A coding program aimed at girls from a Lagos slum encourages them to pursue careers in computers and teaches that tech could help life them and their communities out of poverty.
LAGOS, NIGERIA – Twelve-year-old Miriam Matti beams with pride as she runs her index finger over the homepage of the website she has been building for a year now. The site, called Food Insecurity, allows visitors to give money, time or equipment to help struggling farmers. It targets people looking to make charitable donations, but also volunteers who can teach farmers how to use and maintain their tractors.

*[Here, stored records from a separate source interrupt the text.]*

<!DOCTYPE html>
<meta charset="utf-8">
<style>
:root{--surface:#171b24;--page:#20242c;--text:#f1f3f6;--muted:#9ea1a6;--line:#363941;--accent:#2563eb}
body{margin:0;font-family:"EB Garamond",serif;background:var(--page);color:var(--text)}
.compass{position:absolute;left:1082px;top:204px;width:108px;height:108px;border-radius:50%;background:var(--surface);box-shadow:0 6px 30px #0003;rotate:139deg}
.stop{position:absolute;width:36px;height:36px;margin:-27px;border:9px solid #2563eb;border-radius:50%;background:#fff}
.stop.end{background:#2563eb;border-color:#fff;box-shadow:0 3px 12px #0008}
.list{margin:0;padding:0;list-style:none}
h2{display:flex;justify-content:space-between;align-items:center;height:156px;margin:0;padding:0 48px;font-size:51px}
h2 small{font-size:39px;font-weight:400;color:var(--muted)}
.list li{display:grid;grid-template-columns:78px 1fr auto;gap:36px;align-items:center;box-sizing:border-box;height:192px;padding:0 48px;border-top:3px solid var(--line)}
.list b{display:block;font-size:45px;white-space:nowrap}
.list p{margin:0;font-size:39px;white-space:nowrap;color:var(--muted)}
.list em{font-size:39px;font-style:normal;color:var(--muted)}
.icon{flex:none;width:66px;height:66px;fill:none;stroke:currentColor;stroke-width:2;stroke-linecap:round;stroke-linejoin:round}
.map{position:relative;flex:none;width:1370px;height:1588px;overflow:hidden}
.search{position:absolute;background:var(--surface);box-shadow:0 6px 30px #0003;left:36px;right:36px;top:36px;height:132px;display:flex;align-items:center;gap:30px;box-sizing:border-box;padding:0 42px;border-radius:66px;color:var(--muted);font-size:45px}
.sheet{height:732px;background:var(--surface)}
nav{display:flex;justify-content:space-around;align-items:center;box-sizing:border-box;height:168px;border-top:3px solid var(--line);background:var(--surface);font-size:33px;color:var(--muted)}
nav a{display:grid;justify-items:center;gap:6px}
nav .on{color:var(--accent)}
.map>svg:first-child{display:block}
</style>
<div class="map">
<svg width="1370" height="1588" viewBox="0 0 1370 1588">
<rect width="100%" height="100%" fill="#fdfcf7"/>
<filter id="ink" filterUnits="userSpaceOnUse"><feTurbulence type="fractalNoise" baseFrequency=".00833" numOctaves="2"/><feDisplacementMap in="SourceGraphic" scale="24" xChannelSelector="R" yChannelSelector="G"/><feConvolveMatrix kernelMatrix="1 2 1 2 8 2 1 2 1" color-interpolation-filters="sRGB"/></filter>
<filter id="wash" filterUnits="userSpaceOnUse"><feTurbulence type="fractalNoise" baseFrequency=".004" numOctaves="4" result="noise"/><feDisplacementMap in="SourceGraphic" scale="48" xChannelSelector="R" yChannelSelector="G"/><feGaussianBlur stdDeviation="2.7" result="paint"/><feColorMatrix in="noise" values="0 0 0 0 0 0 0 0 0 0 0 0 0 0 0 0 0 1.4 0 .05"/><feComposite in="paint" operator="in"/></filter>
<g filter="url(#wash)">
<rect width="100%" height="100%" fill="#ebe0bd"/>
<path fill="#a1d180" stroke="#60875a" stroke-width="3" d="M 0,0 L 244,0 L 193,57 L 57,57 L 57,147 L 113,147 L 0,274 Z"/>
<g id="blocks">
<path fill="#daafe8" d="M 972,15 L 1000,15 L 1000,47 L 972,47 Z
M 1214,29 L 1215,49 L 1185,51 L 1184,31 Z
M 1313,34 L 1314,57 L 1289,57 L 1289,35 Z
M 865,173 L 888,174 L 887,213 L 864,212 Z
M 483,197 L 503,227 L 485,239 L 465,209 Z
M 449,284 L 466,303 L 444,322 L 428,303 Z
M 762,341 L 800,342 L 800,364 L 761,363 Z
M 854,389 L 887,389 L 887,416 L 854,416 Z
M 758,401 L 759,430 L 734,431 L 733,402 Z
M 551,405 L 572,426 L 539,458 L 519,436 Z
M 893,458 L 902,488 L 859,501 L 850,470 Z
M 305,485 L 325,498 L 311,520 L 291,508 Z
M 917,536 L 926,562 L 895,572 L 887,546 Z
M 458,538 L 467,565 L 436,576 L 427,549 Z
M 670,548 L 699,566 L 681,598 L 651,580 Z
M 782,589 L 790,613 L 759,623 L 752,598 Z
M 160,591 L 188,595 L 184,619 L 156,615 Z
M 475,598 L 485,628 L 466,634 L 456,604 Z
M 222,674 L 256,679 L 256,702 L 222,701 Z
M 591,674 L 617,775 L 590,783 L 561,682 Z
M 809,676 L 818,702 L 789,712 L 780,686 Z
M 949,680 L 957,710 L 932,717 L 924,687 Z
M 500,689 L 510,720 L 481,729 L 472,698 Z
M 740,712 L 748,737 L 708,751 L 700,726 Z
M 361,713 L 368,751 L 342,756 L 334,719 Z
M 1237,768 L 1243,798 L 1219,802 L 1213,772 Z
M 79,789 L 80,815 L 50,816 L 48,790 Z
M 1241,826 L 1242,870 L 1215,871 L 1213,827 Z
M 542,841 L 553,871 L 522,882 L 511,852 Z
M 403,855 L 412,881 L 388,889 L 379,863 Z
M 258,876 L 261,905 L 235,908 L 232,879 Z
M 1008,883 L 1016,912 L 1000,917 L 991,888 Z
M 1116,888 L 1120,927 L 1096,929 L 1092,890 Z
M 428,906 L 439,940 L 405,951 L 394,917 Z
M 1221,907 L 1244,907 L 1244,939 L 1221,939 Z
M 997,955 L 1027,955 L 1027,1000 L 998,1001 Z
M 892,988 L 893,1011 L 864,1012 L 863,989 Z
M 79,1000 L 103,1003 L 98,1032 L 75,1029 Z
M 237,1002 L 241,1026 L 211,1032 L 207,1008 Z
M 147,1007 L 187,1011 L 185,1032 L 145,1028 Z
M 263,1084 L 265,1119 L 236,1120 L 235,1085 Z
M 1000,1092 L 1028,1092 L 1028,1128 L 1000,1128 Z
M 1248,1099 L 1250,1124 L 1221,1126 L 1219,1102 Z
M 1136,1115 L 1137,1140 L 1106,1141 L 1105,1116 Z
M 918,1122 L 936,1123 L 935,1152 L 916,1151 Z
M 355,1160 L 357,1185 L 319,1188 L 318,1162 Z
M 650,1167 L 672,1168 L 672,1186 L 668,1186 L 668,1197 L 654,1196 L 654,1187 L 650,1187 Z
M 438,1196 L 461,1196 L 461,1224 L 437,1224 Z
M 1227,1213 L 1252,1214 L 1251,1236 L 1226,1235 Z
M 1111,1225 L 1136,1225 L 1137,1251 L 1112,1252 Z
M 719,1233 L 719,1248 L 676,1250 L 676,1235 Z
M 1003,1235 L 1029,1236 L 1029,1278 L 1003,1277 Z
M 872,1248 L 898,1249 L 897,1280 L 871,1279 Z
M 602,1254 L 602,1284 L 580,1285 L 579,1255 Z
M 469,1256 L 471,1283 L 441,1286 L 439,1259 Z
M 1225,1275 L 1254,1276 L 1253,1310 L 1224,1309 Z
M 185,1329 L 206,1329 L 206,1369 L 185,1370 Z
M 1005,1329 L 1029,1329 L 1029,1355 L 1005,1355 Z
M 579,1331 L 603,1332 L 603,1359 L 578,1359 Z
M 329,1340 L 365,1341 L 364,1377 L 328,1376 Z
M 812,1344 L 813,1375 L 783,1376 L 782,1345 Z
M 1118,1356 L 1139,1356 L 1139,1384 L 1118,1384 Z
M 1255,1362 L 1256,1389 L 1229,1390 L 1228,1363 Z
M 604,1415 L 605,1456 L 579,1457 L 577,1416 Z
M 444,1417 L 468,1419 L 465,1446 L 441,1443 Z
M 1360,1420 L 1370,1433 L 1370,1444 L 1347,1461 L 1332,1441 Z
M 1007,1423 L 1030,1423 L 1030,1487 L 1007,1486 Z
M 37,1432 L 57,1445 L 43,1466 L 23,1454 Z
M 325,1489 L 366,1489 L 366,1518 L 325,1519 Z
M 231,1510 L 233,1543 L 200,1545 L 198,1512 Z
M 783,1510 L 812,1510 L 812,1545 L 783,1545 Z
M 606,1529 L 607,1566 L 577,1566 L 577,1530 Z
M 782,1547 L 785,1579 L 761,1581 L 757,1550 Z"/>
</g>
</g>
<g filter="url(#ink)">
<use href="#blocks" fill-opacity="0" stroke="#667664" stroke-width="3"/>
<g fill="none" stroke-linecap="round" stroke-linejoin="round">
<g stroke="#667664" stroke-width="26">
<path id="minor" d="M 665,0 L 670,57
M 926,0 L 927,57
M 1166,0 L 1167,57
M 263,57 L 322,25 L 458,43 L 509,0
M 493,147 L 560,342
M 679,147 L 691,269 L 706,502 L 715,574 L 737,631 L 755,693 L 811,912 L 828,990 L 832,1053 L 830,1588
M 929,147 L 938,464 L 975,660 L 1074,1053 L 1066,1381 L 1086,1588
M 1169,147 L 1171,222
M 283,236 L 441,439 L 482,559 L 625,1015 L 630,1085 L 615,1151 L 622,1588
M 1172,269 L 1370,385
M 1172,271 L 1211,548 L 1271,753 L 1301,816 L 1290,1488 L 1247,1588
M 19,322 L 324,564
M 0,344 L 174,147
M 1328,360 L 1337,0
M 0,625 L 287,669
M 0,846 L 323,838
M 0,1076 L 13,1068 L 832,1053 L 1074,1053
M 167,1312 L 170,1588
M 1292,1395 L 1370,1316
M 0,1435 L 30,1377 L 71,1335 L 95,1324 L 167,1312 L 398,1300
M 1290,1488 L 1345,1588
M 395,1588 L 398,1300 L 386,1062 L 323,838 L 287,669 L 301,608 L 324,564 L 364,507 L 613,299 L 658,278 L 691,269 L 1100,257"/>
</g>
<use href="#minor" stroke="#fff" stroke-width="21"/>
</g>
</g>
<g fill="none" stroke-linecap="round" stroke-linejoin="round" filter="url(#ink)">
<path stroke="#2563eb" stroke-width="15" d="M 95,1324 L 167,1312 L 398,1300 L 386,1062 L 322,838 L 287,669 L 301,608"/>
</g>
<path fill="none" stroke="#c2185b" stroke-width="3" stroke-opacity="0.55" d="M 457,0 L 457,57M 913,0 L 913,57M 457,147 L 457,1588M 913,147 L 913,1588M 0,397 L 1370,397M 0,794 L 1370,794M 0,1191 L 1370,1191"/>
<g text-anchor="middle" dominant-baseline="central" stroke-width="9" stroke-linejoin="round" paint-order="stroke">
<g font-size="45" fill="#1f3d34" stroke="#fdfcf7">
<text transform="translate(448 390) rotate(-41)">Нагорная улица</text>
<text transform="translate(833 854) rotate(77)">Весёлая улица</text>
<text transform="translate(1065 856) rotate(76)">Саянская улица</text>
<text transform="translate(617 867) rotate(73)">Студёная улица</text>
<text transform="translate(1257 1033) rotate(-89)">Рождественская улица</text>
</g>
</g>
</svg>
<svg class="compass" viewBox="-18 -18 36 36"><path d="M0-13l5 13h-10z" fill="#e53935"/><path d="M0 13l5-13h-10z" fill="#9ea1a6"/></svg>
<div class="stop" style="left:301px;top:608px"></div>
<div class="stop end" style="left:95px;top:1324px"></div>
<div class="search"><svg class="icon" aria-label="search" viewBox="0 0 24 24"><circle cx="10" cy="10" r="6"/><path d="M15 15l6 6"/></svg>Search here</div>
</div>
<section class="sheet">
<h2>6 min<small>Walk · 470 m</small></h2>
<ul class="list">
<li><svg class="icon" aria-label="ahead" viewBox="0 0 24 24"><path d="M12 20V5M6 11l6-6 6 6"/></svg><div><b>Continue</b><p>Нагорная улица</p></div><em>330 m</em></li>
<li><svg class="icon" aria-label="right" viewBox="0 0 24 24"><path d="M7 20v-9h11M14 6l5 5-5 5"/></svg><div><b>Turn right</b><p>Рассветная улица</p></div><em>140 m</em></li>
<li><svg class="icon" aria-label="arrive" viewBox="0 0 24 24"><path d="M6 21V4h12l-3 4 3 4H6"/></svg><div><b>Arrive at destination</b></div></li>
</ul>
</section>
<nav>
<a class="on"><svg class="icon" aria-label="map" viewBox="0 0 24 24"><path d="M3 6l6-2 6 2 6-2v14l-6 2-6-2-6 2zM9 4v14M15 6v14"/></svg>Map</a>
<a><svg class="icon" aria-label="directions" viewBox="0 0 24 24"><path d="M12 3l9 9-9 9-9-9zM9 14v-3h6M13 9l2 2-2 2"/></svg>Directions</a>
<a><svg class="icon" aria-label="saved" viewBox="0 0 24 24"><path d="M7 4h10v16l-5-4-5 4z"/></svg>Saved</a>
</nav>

“I want to get donations such as money and tractors for our farmers, because a farmer using a tractor can farm a large amount of land in one week and produce more food,” Matti says. “A farmer using a hoe and cutlass can take one month to farm their land and will get only a small amount of crops.”
Matti is building herwebsite as part of a coding class she takes through the GirlsCoding program run by the Pearls Africa Foundation, a nonprofit located in Yaba, the tech district of Lagos, Nigeria.
The tech scene in Nigeria is booming. Investment in the country’s industry averaged $73,000 last year, up from $57,000 in 2015, according to VC4A, a platform that connects funders to startups in Africa. And the contribution of the information and communication technology (ICT) sector to Nigeria’s GDP rose from 5.46percent in 2011 to over 9 percentin the second quarter of last year.
But the industry is still dominated by men. While there is no reliable data on how many women in Nigeria are studying or working in technology, figures do show that women are the minority in all the sciences: Women pursuing careers in science constitute only 17 percent of all science researchers in the country.
The lack of female role models combined with cultural biases that dictate women should be at home raising children are major factors in discouraging Nigerian girls from getting jobs in the fields of science, technology, engineering and mathematics (STEM), experts say. At the same time, Nigeria continues to wrestle with high early pregnancy rates, with 23 percent of teenagers having their first child before the age of 19.